A report published on July 30 2018, shows that mice with pancreatic cancer that were treated with both CBD and chemotherapy survived about three times longer than those treated with just chemotherapy. Results from animal studies like these can help provide justification to increase the testing of CBD on humans suffering from cancer in order for us to learn even more, and, most importantly, recommend CBD to more patients who would really benefit from it.

 

There are not yet many clinical studies of cannabinoids on humans, but in many trials so far, CBD has been successful in treating cancer. Studies also show that patients who use CBD extracts in clinical trials typically do not need as much pain medication. But, it is important to note that CBD and other cannabinoids have not been proven to control or cure cancer – rather, they work as aiding supplements in cancer treatments. With the information we know today, CBD is best used to treat the side effects of cancer treatments and should not be relied on as a sole form of treatment.

 

The American Cancer Society (ACS) has stated that it supports the need for more scientific research on cannabinoids when it comes to cancer patients, noting the many studies that have shown they can help treat “the often debilitating side effects of cancer and its treatment.”

 

The Society also supports the reclassification of cannabis from a Schedule I controlled substance in order to make it easier for researchers to study cannabinoids and their medicinal properties.

 

 

Despite their stance, the American Cancer Society Cancer Action Network (ACS CAN) has yet to take a position on the legalization of cannabis for medical use, citing a lack of scientific research on both the benefits and side effects of cannabinoids.
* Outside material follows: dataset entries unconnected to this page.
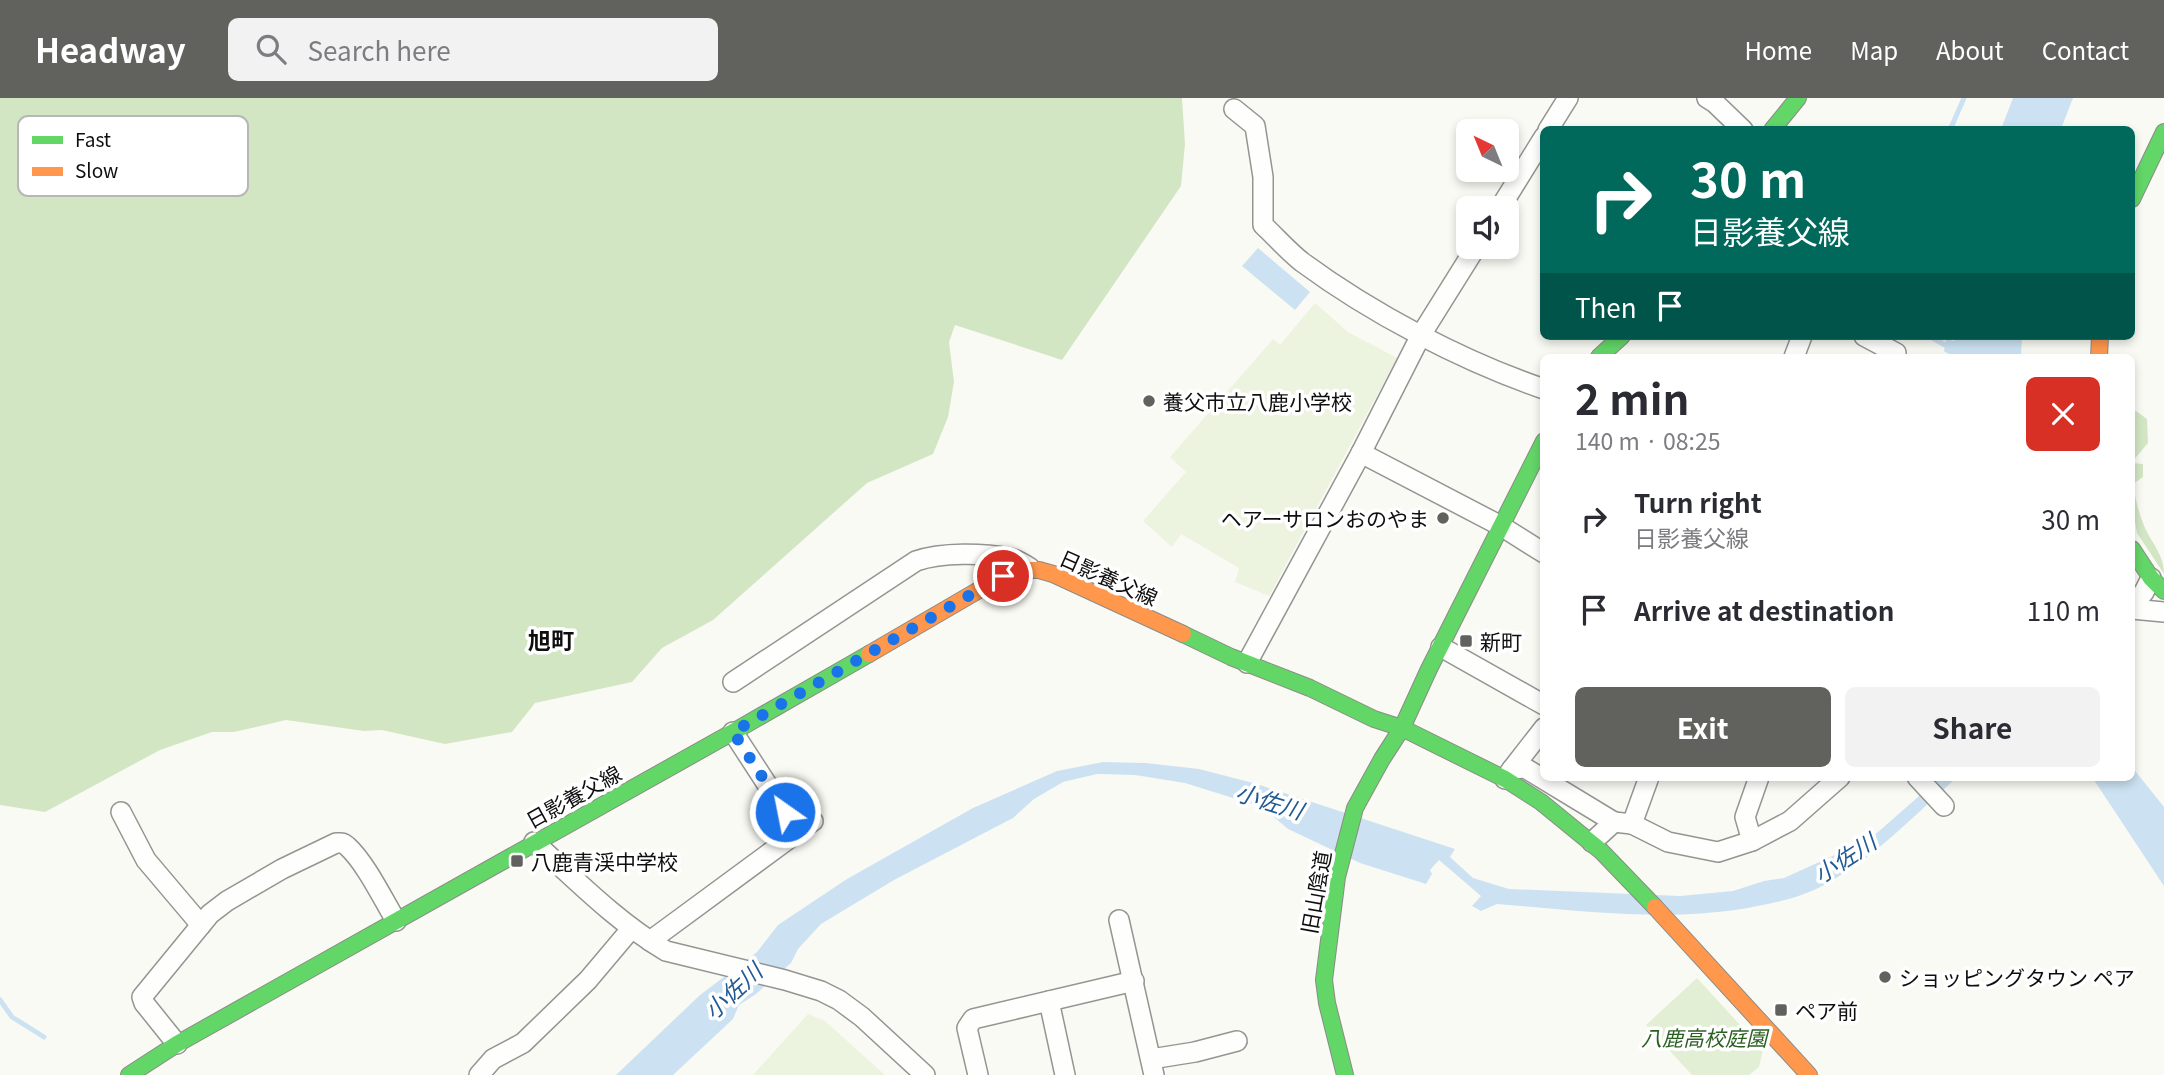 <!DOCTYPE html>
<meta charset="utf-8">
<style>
body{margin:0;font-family:Georgia,"Noto Sans JP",serif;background:#f2f2f3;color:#2b2b33;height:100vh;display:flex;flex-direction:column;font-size:26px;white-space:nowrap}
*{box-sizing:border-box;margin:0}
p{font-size:23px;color:#7c7c81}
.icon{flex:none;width:38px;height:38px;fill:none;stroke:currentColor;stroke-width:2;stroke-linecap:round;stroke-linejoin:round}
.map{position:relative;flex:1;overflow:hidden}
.drawer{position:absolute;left:1540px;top:256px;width:595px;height:427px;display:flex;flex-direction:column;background:#fff;border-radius:10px;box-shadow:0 4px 10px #0003}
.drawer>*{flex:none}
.banner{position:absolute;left:1540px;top:28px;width:595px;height:214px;border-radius:10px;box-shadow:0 4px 10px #0003;background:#00695c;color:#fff;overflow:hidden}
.needle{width:46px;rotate:317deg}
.buttons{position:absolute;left:1456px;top:21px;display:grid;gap:14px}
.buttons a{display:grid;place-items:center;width:63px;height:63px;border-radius:10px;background:#fff;box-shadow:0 4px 10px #0003;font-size:35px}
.pin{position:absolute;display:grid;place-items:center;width:60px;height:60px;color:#fff;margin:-30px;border:4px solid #fff;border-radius:50%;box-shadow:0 2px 7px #0007}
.me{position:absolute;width:77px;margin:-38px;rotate:327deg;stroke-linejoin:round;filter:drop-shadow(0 0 5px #0008)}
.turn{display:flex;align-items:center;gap:24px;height:147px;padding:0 35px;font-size:32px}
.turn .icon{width:91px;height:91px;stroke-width:2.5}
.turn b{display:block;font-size:49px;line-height:60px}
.then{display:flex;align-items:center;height:66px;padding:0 35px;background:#0003;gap:14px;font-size:26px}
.round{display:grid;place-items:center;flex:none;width:74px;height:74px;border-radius:10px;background:#f2f2f3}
.summary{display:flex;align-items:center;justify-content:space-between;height:119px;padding:0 35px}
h1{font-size:42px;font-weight:700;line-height:52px}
.cta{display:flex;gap:14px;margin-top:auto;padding:14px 35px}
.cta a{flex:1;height:80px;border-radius:10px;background:#61615e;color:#fff;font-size:28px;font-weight:700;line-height:80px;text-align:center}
.cta a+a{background:#f2f2f3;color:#2b2b33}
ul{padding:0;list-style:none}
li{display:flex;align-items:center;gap:21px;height:91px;padding:0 35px}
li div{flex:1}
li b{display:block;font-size:26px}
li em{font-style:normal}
header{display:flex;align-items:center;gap:42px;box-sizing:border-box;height:98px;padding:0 35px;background:#61615e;color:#fff}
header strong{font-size:33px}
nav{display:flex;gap:38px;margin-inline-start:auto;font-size:24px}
.search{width:490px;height:63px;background:#f2f2f3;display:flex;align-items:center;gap:18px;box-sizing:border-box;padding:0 24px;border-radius:10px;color:#7c7c81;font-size:26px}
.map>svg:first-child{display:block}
</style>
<header>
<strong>Headway</strong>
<div class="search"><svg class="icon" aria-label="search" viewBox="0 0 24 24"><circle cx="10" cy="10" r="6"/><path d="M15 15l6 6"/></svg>Search here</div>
<nav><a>Home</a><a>Map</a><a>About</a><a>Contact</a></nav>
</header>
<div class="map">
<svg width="2164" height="977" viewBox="0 0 2164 977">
<rect width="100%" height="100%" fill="#fafaf4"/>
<polygon fill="#e2efd5" points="1697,880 1763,952 1759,969 1749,977 1692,977 1646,927"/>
<g fill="#d2e6c4">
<polygon points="0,0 1182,0 1185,46 1181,88 1062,262 955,227 949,244 954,284 948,319 933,356 867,385 713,522 662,550 632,584 535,605 512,634 445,646 382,632 364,633 286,622 234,634 212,634 160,652 45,714 0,707"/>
<polygon points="2132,310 2147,321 2148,345 2132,364"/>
<path d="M2132 365 2143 366V379L2133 386C2135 399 2138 412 2143 425 2150 444 2164 455 2164 476L2137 435 2132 408Z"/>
</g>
<g fill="#ecf3df">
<polygon points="1315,205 1348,234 1397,260 1269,498 1235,484 1239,470 1181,436 1172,449 1143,423 1186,374 1170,359 1273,241 1280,247"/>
<polygon points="808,916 825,923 885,977 753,977"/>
</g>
<g fill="#cce2f2">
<polygon points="2013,0 2073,0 2061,31 2001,31"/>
<polygon points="1258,150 1310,194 1295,212 1242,168"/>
<polygon points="1958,238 2022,238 2021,259 1954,259 1944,253 1946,241 1954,243"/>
<path d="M1103 664 1146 665 1199 671 1257 686 1455 751 1450 759 1473 780 1509 791 1680 798 1733 793 1764 783 1784 780 1870 741 1918 699 1932 679H1957C1915 717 1874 760 1824 787 1800 800 1775 805 1748 810 1663 824 1582 813 1497 806L1481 813 1472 808 1481 798 1439 762 1430 772 1432 776 1426 786 1360 765 1288 731 1262 709 1185 685 1135 677 1097 676 1063 684 1034 701 1013 720 894 782 821 826 798 851 791 865 756 896 739 907 733 921 673 977H616L700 897 757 854 778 827 847 781 973 710 1057 673Z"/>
<polygon points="2132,669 2164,709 2164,788 2092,679 2132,679"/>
</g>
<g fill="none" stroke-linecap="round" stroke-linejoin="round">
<g stroke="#cce2f2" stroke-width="5">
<polyline points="1950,32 1964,0"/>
<polyline points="1929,238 1950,250"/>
<polyline points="0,902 12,919 44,939"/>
</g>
<g stroke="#949492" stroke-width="22">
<g id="street">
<polyline points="1707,0 1715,5 1743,32"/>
<path d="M1234 11 1255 28 1263 79V127C1276 139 1288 153 1302 164 1371 215 1462 263 1544 291"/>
<polyline points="1548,32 1568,0"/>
<polyline points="1500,110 1544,39"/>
<polyline points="1864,238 1896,255 1896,259"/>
<polyline points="1794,259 1802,238"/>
<polyline points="1361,355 1501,428 1544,455"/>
<polyline points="2132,508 2144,494 2151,480"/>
<polyline points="2132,511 2164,514"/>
<polyline points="1441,549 1544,607"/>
<polyline points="1247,565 1361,355 1421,237 1476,149"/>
<path d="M733 584 916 463C942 454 983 455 1010 460 1017 462 1024 466 1030 470"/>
<polyline points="1512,671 1544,630"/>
<polyline points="1917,679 1944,708"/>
<polyline points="1505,681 1512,671 1525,670 1614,724"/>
<polyline points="121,714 146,762 201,827"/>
<polyline points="1632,726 1668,744 1718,754 1752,743 1790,723 1840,679"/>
<polyline points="798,734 813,723"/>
<polyline points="1752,743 1745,719 1759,679"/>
<path d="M534 744C576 782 617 824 666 853L785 882 821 893 839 902 862 919 925 977"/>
<polyline points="1592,744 1614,724 1632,726 1649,679"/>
<polyline points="1119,822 1154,977"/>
<polyline points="650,843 798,734 733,634"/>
<polyline points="1049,903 1065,977"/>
<path d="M177 946 144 905 142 899 210 816 227 803 282 771 336 745C342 745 342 744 347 748 365 764 383 801 396 823"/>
<polyline points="1151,961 1195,954 1237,943"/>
<polyline points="479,977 493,961 523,945 588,882 631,831"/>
<polyline points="978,977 967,930 973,921 1134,883"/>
</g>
</g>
<g stroke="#8b8b88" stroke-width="18">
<g id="fast">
<polyline points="1772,32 1798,0"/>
<polyline points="2132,101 2164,34"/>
<polyline points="1599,259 1622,238"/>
<polyline points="2132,451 2151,480 2164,493"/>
<polyline points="1183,536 1231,559 1310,590 1374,621 1402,630 1505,681 1541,704 1601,753 1655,809"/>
<polyline points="129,977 177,946 733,634 869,556"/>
<polyline points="1345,977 1327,905 1324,882 1337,779 1355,710 1382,661 1402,630 1429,571 1544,343"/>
</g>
</g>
<g stroke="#8b8b88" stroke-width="18">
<g id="slow">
<polyline points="2099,259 2100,238"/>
<polyline points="869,556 1003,478 1025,472 1039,472 1053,476 1183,536"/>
<polyline points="1655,809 1809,977"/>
</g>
</g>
<use href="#street" stroke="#fefefd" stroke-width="19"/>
<use href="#fast" stroke="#63d668" stroke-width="16"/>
<use href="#slow" stroke="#ff974d" stroke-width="16"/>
</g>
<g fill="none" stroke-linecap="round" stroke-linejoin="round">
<polyline stroke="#1a73e8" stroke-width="12" stroke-dasharray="0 21.6" points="785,714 733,634 1003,478"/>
</g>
<g fill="#61615e" stroke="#fff" stroke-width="2.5">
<circle cx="1149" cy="303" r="7"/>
<circle cx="1443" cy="420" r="7"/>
<rect x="1459" y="536" width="14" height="14" rx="3.5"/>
<rect x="510" y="756" width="14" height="14" rx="3.5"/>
<circle cx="1885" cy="879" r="7"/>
<rect x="1774" y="905" width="14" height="14" rx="3.5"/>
</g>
<g text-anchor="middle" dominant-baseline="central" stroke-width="7" stroke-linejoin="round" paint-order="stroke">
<g font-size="21" fill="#0e0e0e" stroke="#fff" text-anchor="start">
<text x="1163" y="303">養父市立八鹿小学校</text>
<text x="1429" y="420" text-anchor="end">ヘアーサロンおのやま</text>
<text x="1480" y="543">新町</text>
<text x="531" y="763">八鹿青渓中学校</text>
<text x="1899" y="879">ショッピングタウン ペア</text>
<text x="1795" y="912">ペア前</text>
</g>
<g font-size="21" fill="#0e0e0e" stroke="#fff">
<text transform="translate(1109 479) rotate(24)">日影養父線</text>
<text transform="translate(573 698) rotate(-29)">日影養父線</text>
<text transform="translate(1315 794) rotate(-80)">旧山陰道</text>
</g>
<g font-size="21" font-style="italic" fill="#2c6023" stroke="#fff">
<text x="1704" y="939">八鹿高校庭園</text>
</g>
<g font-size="23" font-weight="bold" fill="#0e0e0e" stroke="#fff">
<text x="551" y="541">旭町</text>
</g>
<g font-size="23" font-style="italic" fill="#215a95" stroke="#fff">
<text transform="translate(1270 702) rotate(17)">小佐川</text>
<text transform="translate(1844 759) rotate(-33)">小佐川</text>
<text transform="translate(732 892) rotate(-43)">小佐川</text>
</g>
</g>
<rect x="18" y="18" width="230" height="80" rx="10" fill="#fff" stroke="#b7b7b7" stroke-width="2"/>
<rect x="32" y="38" width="31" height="8" fill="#63d668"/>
<rect x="32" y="69" width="31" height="9" fill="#ff974d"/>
<g font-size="19" fill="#0e0e0e">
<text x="75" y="49">Fast</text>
<text x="75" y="80">Slow</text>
</g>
</svg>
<div class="buttons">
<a><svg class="needle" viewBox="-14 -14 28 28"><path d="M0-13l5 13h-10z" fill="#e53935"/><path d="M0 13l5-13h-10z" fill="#7c7c81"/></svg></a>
<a><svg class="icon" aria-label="sound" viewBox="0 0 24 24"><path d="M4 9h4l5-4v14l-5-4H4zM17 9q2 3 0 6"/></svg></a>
</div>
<div class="pin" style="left:1003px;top:478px;background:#d93025"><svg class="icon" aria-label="arrive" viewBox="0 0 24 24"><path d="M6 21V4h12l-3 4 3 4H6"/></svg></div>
<svg class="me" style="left:785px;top:714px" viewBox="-20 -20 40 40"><circle r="17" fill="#1a73e8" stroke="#fff" stroke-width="3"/><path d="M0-11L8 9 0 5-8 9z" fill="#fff"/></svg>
<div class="banner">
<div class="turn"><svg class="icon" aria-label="right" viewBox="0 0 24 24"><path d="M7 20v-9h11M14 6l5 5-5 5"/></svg><div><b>30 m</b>日影養父線</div></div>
<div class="then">Then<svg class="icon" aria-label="arrive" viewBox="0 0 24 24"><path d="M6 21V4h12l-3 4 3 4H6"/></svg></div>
</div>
<section class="drawer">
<div class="summary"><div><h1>2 min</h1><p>140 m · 08:25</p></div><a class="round" style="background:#d93025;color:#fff"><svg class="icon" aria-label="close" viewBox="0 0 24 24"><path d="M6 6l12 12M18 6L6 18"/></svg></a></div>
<ul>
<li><svg class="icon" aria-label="right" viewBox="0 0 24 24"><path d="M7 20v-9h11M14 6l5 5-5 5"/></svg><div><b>Turn right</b><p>日影養父線</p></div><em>30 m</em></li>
<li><svg class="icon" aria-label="arrive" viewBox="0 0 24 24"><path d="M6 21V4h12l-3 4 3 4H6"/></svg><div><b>Arrive at destination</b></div><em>110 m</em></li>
</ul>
<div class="cta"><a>Exit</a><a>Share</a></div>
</section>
</div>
The Society has explicitly opposed the smoking of cannabis in public due to carcinogens that the smoke contains, implying that other methods of intake, such as oral ingestion or topical application, are safer and more medically acceptable forms of treatment.

The National Cancer Institute (NCI) also says that CBD has the potential to alleviate cancer symptoms and the side effects of chemotherapy. The Institute notes CBD’s ability to lower inflammation and reduce the reproduction of many types of tumor cells. But the NCI, like the ACS, has not yet endorsed the use of any part of cannabis as a cancer treatment.

If the political landscape surrounding cannabis in the United States were to change, scientists could more easily study the medical properties of CBD and other cannabinoids. Because the legal status of cannabis in places like Canada and Europe is more lenient, scientists have been allowed to performed more studies, which have resulted in higher rates of the legalization of both recreational and medicinal use of cannabis. If the DEA were to reschedule cannabis and all of its derivatives to a lesser category, the US may be on the path to enhanced treatment for cancer patients by funding more studies of CBD.